▸ **The problem**: Which lines in the listing below contain "function"? Copy each of them.

▸ **Material for this task**:

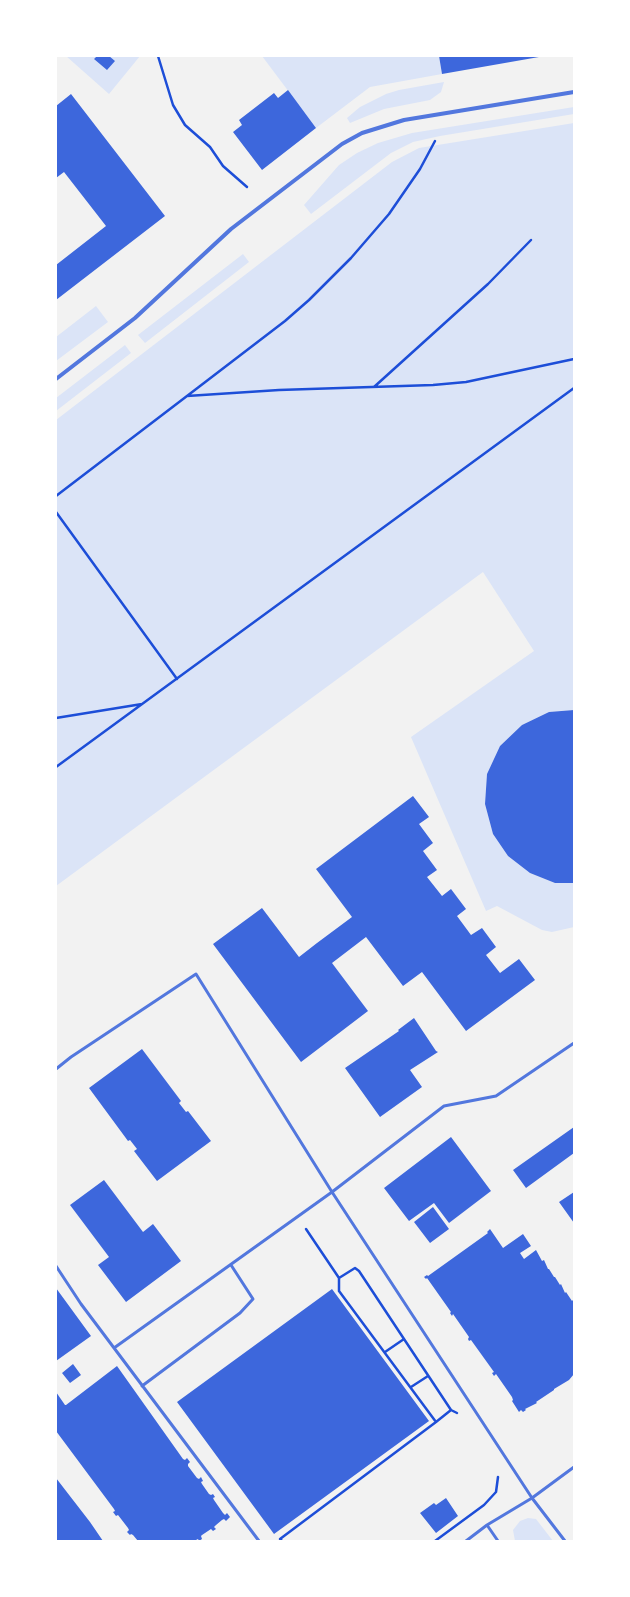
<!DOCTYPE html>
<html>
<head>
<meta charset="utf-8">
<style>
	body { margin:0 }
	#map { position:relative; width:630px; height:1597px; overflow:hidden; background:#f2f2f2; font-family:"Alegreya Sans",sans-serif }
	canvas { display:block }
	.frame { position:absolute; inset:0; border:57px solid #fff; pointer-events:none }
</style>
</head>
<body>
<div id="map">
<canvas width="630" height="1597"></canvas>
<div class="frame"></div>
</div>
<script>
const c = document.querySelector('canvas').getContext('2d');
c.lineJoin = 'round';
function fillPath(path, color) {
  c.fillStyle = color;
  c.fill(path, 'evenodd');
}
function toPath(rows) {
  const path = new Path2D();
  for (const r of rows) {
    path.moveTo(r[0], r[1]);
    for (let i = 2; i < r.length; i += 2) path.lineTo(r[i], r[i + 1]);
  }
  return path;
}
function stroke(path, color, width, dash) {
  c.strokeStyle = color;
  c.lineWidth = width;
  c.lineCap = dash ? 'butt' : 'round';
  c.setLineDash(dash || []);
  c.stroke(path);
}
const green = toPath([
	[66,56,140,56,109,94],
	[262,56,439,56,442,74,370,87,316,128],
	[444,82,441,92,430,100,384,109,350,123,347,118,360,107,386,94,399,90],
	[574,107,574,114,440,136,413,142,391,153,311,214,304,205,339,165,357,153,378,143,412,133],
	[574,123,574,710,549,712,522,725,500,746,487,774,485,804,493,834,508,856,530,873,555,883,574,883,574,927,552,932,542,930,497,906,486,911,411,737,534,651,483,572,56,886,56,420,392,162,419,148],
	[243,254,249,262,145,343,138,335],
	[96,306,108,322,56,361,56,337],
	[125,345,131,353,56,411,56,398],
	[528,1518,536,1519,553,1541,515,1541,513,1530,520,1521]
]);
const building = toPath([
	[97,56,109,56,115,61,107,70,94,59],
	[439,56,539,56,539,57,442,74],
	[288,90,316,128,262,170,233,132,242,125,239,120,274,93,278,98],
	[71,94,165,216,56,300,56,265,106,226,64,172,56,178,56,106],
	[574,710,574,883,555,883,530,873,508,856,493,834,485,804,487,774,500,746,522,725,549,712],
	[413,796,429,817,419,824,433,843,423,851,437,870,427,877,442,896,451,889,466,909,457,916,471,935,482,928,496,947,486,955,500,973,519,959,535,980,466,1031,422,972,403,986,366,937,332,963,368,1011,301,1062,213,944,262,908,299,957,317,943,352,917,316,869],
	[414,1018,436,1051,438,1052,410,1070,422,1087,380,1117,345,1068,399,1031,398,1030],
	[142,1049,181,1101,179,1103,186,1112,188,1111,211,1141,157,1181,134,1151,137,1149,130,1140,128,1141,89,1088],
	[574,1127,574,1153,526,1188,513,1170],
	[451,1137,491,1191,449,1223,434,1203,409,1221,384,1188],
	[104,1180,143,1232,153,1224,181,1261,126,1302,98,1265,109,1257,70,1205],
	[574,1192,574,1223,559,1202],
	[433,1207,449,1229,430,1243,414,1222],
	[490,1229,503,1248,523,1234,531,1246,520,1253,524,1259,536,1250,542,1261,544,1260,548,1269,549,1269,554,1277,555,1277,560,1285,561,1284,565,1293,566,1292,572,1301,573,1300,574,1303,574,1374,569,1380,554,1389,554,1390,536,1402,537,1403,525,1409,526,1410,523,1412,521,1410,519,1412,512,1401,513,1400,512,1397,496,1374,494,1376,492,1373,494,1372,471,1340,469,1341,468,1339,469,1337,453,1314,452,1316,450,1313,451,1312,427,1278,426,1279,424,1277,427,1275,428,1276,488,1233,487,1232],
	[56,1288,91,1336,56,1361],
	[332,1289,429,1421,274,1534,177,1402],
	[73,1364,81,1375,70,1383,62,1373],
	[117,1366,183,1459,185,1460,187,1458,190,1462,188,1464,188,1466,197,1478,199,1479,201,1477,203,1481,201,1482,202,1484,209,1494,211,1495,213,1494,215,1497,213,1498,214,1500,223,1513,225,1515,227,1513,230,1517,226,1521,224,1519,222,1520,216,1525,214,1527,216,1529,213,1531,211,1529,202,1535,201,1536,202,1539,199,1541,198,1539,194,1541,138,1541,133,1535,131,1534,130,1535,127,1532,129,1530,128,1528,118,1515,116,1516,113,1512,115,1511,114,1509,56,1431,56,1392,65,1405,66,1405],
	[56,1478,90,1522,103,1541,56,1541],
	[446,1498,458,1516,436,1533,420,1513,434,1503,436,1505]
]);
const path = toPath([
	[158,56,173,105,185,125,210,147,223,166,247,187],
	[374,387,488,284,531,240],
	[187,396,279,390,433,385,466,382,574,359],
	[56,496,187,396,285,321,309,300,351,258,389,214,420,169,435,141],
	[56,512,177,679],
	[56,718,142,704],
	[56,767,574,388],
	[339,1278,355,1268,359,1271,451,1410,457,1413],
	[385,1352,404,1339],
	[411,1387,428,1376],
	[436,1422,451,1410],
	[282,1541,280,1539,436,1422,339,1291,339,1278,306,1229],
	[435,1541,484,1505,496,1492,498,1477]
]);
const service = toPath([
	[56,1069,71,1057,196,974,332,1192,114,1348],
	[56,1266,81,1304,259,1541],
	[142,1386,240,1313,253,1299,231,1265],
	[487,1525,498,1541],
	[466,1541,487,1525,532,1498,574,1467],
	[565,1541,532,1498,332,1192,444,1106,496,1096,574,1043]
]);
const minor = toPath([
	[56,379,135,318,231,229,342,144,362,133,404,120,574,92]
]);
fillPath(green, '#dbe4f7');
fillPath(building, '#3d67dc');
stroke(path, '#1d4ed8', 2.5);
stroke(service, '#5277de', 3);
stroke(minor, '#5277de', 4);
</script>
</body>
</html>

▸ **Output for this task**:
function fillPath(path, color) {
function toPath(rows) {
function stroke(path, color, width, dash) {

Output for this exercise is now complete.